To write books or teach, I gather the most foundational evidence (research). I read it and make notes. Those papers lead me to other papers and more notes. This process helps me decide what is most critical. It’s a complex process that grows and changes as I read and tie together the concepts.

5 – You’ve recently begun a series of articles focusing on how to best work with video as a learning medium. Designers have a huge toolkit of digital products to use but some stick with only eLearning. Is there one medium better than the rest?

That’s what I’m trying to find out! Having burning questions starts the process of what I discussed in the last question. It’s messy, and frustrating, but often very much fun. And I learn, too!

6 – It can be hard to design for specific metrics if the theory you base your work on doesn’t support data analytics. Of all the currently used learning theories you’ve seen in the field recently, what theories do you use and why?

I use the ones that make the most sense for the outcomes that are needed from instruction. Most often, cognitive science has great answers.

7 – The field is also littered with buzzwords and snappy bandwagon approaches. Are there theories learning designers should be avoiding?

The biggest one:

Learning styles

Clark Quinn has a super good and short book on Learning Myths most people in our field should read!

8 – Your fingers always seem to be on the pulse of the industry. Is there any new technology that you see great potential for or have been currently working with?

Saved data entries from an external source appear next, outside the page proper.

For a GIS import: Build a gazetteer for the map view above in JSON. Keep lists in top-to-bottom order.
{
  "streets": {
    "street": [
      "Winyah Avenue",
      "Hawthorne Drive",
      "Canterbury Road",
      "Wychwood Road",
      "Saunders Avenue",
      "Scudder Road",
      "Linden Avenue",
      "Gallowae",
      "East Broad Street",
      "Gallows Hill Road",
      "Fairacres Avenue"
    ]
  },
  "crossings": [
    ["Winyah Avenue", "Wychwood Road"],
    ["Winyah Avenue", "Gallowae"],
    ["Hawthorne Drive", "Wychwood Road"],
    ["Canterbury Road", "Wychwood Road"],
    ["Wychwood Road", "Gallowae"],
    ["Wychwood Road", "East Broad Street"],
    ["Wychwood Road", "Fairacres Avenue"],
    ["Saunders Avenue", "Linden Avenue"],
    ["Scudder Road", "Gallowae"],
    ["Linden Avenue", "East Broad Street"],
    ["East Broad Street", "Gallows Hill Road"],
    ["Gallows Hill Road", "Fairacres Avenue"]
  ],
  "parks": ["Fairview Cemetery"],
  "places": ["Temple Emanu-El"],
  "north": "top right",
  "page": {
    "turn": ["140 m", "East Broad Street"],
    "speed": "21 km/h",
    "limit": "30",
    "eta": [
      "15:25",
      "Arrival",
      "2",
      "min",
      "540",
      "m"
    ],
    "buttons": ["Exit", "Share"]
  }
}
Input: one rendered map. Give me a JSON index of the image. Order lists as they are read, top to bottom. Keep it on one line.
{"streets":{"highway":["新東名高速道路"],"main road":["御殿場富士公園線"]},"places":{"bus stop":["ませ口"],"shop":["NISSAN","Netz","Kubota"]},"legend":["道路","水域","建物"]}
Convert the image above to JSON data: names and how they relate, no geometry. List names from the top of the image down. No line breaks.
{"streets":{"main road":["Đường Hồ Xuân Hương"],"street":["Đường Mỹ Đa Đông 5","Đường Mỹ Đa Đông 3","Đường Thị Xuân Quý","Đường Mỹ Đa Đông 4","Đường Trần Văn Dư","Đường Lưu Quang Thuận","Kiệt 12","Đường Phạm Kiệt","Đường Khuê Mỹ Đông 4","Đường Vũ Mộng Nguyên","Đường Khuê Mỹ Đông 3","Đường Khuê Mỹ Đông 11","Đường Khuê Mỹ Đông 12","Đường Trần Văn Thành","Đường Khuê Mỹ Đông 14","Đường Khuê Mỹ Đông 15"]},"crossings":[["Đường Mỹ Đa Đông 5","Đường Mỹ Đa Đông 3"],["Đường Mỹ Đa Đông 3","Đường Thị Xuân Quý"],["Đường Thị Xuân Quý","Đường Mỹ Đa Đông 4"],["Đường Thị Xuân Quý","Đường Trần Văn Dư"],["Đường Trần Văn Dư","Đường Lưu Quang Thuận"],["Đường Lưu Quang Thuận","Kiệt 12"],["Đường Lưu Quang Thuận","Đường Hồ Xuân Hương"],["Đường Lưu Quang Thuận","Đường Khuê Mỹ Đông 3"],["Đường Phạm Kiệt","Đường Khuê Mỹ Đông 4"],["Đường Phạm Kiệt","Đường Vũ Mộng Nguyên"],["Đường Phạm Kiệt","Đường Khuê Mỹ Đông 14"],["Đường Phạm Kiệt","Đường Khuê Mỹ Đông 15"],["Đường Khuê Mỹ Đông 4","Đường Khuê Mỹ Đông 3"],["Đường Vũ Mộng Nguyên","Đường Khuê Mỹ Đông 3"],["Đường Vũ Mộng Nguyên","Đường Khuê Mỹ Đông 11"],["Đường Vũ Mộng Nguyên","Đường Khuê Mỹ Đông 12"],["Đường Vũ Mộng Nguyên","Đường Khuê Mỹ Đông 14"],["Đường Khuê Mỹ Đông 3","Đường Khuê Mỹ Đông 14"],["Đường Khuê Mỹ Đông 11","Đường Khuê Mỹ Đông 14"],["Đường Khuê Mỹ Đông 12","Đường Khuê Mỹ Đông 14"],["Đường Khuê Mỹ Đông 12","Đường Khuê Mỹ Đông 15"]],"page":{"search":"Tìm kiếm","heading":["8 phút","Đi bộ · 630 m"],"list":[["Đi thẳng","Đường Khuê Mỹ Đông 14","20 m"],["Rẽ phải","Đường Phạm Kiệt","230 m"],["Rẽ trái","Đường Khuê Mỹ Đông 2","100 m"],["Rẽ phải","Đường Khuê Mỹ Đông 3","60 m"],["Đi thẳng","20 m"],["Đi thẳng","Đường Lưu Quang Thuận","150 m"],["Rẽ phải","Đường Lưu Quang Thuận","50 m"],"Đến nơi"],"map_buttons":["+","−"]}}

I’d love to see people get better at using existing technologies first!

9 – You have an active social presence on Linked In, sharing some excellent pieces from other designers across the field. Is this the best approach for designers to grow? Or do conferences and bootcamps still have a place?

All of the above and others. Growing a network of people in L&D with different skills can help you find great resources. This works well for me and others I know.

10- Of all the other amazing professionals in L&D and the learning sciences, are there any you would recommend designers should be following or reading?

Clark Quinn

Will Thalheimer

Mirjam Neelen

And many, many others! I hope you end up with a nice, long list!

11 – Do you have any last bits of sage advice for new and current designers?

Keep learning new things every chance you get. Ask questions. Find evidence-based practitioners and experts who know more than you and learn from them. Research shows that the more you know in a specific domain, the easier it is to keep learning and connect what you’re learning to what you know. This is an awesome field for people who are curious!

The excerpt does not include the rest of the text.